ABOUT THIS EXERCISE:
A faithful, word-for-word transcription of all the data is what is needed.

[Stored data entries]
■ ■ ■ ■

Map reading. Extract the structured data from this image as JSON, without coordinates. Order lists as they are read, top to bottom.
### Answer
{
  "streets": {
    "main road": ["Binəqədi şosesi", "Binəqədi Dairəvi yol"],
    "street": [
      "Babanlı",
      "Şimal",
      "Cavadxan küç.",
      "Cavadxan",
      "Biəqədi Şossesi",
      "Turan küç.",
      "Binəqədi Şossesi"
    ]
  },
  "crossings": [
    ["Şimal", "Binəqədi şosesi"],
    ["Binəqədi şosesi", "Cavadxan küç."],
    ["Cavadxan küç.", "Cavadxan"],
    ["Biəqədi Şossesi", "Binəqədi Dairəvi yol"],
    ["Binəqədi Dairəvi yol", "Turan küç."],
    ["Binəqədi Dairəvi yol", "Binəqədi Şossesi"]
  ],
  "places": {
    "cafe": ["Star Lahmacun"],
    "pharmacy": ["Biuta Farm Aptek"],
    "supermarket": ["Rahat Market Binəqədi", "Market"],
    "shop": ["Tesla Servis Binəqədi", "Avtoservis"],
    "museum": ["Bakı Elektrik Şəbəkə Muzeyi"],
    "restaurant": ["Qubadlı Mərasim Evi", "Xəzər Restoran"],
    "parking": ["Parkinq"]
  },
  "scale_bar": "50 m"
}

■ ■ ■ ■

EXERCISE ANSWER:
Map reading. Extract the structured data from this image as JSON, without coordinates. Order lists as they are read, top to bottom.
### Answer
{
  "streets": {
    "main road": ["Binəqədi şosesi", "Binəqədi Dairəvi yol"],
    "street": [
      "Babanlı",
      "Şimal",
      "Cavadxan küç.",
      "Cavadxan",
      "Biəqədi Şossesi",
      "Turan küç.",
      "Binəqədi Şossesi"
    ]
  },
  "crossings": [
    ["Şimal", "Binəqədi şosesi"],
    ["Binəqədi şosesi", "Cavadxan küç."],
    ["Cavadxan küç.", "Cavadxan"],
    ["Biəqədi Şossesi", "Binəqədi Dairəvi yol"],
    ["Binəqədi Dairəvi yol", "Turan küç."],
    ["Binəqədi Dairəvi yol", "Binəqədi Şossesi"]
  ],
  "places": {
    "cafe": ["Star Lahmacun"],
    "pharmacy": ["Biuta Farm Aptek"],
    "supermarket": ["Rahat Market Binəqədi", "Market"],
    "shop": ["Tesla Servis Binəqədi", "Avtoservis"],
    "museum": ["Bakı Elektrik Şəbəkə Muzeyi"],
    "restaurant": ["Qubadlı Mərasim Evi", "Xəzər Restoran"],
    "parking": ["Parkinq"]
  },
  "scale_bar": "50 m"
}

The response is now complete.